成人女性のタンパク質の摂取推奨量は1日50g。これに妊娠中期にはプラス10g、妊娠後期にはプラス25gとることが勧められています [*1]。納豆100gには16g前後のタンパク質が含まれていて、タンパク質含有量の高い食品の1つです [*3]。

成人女性の食物繊維の摂取推奨量は1日18g以上で、妊娠中の付加量は決められていません が[*1]、妊娠中になりやすい便秘予防に役立つことから、十分な摂取を心がけたい成分です。

【医師監修】妊婦の便秘解消法 | 効果的な食べ物&運動について

https://woman.mynavi.jp/kosodate/articles/1102

「妊娠に便秘はつきもの」といえるほど、妊娠中は便秘に悩まされるものです。しかし、便秘を甘くみていると思わぬ事態を招くことも。 便は健康のバロメーター。マイナートラブルとあきらめず、できることを少しずつ試しながら、便秘予防をしていきましょう。

納豆100gには6g前後の食物繊維が含まれていて、含有量の高い食品の1つです [*3]。

イソフラボンやナットウキナーゼといった特有の成分も

イソフラボンとは大豆に多く含まれているポリフェノールの一種で、構造が女性ホルモンのエストロゲンに似ているため、骨粗鬆症など更年期以降の女性に多い病気に対して予防的な作用があると考えられています。納豆も大豆製品ですから、イソフラボンが豊富です。ただ、とり過ぎもよくない可能性があり、その点については後で解説します。

ナットウキナーゼは納豆に含まれている酵素の一種で、大豆を納豆菌が発酵分解するときにできる成分です。血液を固まりにくくする作用があると言われています。

発酵食品ならではのメリットも期待できる

納豆などの発酵食品には、腸内細菌のバランスを整えるなどの体によい働きがあることが、最近注目されています。

妊娠中に納豆を食べるときの注意点

納豆のよい点を中心に話を進めてきましたが、どんな健康的な食べ物であっても、それだけを際限なく多く食べればよいというものではありません。

納豆も食べ過ぎには注意が必要

塩分、カロリー、タンパク質過多の心配

納豆そのものは塩分を含んでいませんが(塩を加えて発酵させる寺納豆、五斗納豆などは別) 、醤油は塩分を多く含んでいます。
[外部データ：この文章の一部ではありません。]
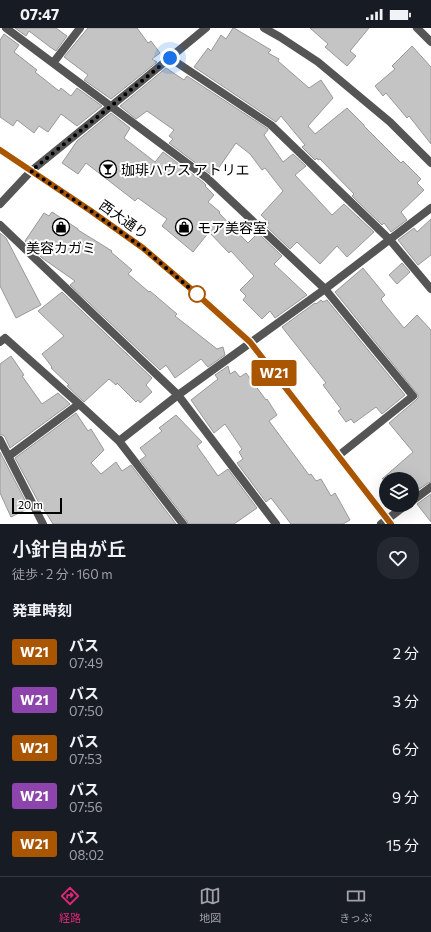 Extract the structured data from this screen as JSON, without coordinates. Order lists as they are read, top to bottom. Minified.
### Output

成人女性の食塩摂取量の目標は1日7.0g未満[*1](春以降は6.5gに変更予定[*4])です が、醤油は小さじ1(5mL)では減塩タイプでも約0.5g、通常のこいくちしょうゆではおよそ0.9g の食塩を含んでいます [*3]。

カロリーも無視できません。成人女性の摂取カロリー必要量は1日1,650~2,300kcalほど(身体活動レベルにより異なる)。妊娠初期にはこれに50kcal、中期には250kcal、後期には450kcalをプラスします[*1]が、 納豆は100gで約200kcalのカロリーがあります [*3]。

タンパク質については先ほど書いたように、成人女性のタンパク質の摂取推奨量は1日50g。妊娠中期にはプラス10g、妊娠後期にはプラス25gとることが勧められていますが[*1]、納豆は100gで約16gのタンパク質を含んでいます [*3]。

イソフラボン過剰摂取の懸念

イソフラボンに関しては、サプリメントや特定保健用食品などからとり過ぎると健康によくない可能性が報告されています。例えばフランスでは、乳幼児や、本人または家族に乳がんの病歴のある人について、大豆タンパク質を主成分とする食品の摂取を制限すべきとしています。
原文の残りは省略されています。